------ Records provided ------
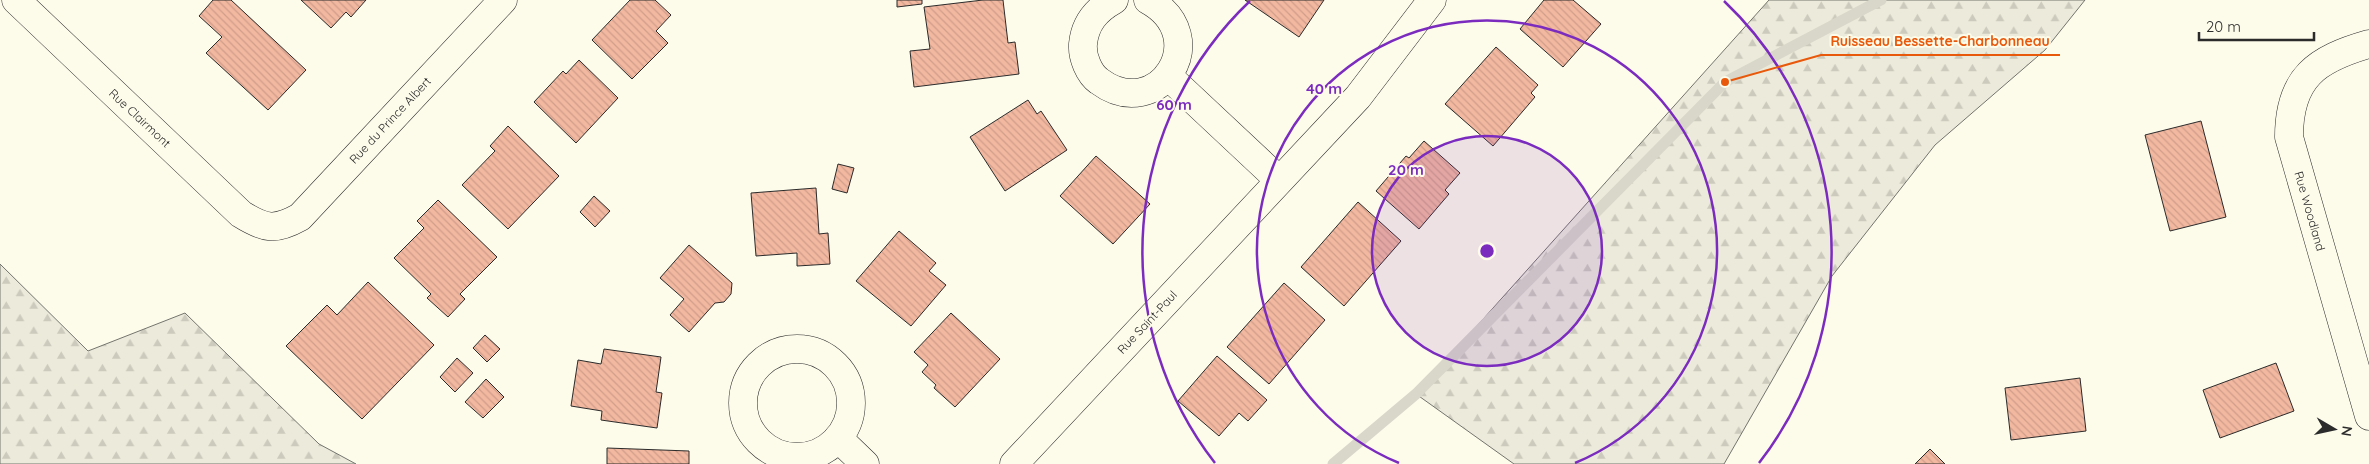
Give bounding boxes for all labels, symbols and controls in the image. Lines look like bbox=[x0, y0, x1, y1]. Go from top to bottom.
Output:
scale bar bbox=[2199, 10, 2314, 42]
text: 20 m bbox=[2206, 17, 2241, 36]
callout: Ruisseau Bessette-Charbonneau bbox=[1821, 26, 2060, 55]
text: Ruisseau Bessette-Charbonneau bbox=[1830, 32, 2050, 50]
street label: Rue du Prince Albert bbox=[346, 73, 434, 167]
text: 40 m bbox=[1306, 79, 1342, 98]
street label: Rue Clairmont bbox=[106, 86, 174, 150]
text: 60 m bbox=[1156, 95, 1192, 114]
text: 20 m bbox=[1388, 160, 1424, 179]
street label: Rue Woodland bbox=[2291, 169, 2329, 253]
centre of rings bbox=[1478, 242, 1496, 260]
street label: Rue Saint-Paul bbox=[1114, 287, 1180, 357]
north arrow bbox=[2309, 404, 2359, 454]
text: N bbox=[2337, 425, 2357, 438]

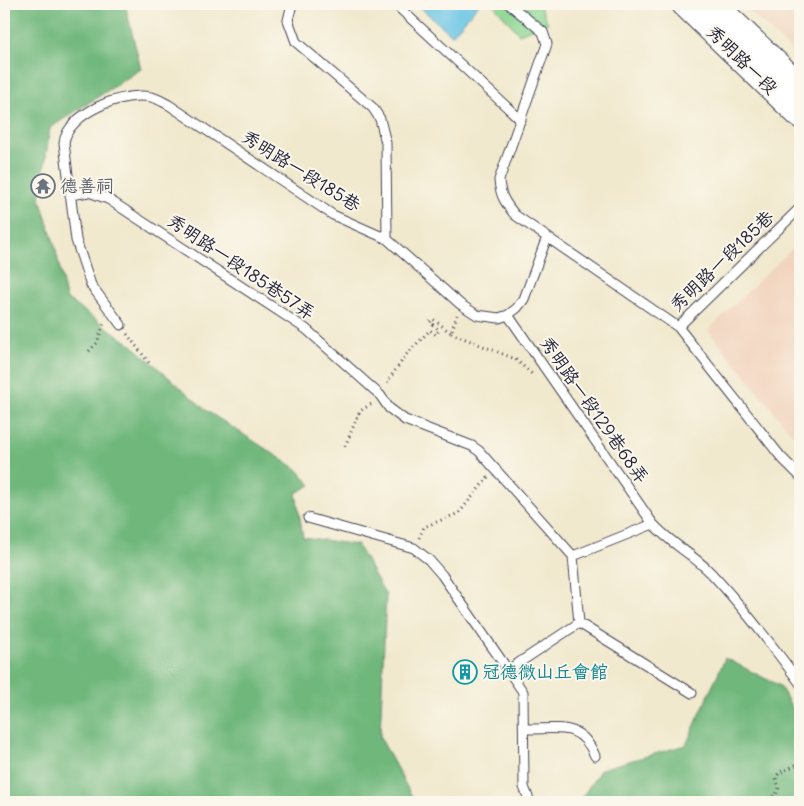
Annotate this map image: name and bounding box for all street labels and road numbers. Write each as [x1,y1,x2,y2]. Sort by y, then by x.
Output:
------
Return all the data exactly, pictures omitted.

Solution:
Give bounding boxes for all labels, symbols and controls in the image. Lines look like bbox=[x0, y0, x1, y1]. Go from top to bottom.
Output:
scale bar bbox=[2199, 10, 2314, 42]
text: 20 m bbox=[2206, 17, 2241, 36]
callout: Ruisseau Bessette-Charbonneau bbox=[1821, 26, 2060, 55]
text: Ruisseau Bessette-Charbonneau bbox=[1830, 32, 2050, 50]
street label: Rue du Prince Albert bbox=[346, 73, 434, 167]
text: 40 m bbox=[1306, 79, 1342, 98]
street label: Rue Clairmont bbox=[106, 86, 174, 150]
text: 60 m bbox=[1156, 95, 1192, 114]
text: 20 m bbox=[1388, 160, 1424, 179]
street label: Rue Woodland bbox=[2291, 169, 2329, 253]
centre of rings bbox=[1478, 242, 1496, 260]
street label: Rue Saint-Paul bbox=[1114, 287, 1180, 357]
north arrow bbox=[2309, 404, 2359, 454]
text: N bbox=[2337, 425, 2357, 438]

Annotate this map image: name and bounding box for all street labels and road numbers. Write each as [x1,y1,x2,y2]. Sort by y, then by x.
Output:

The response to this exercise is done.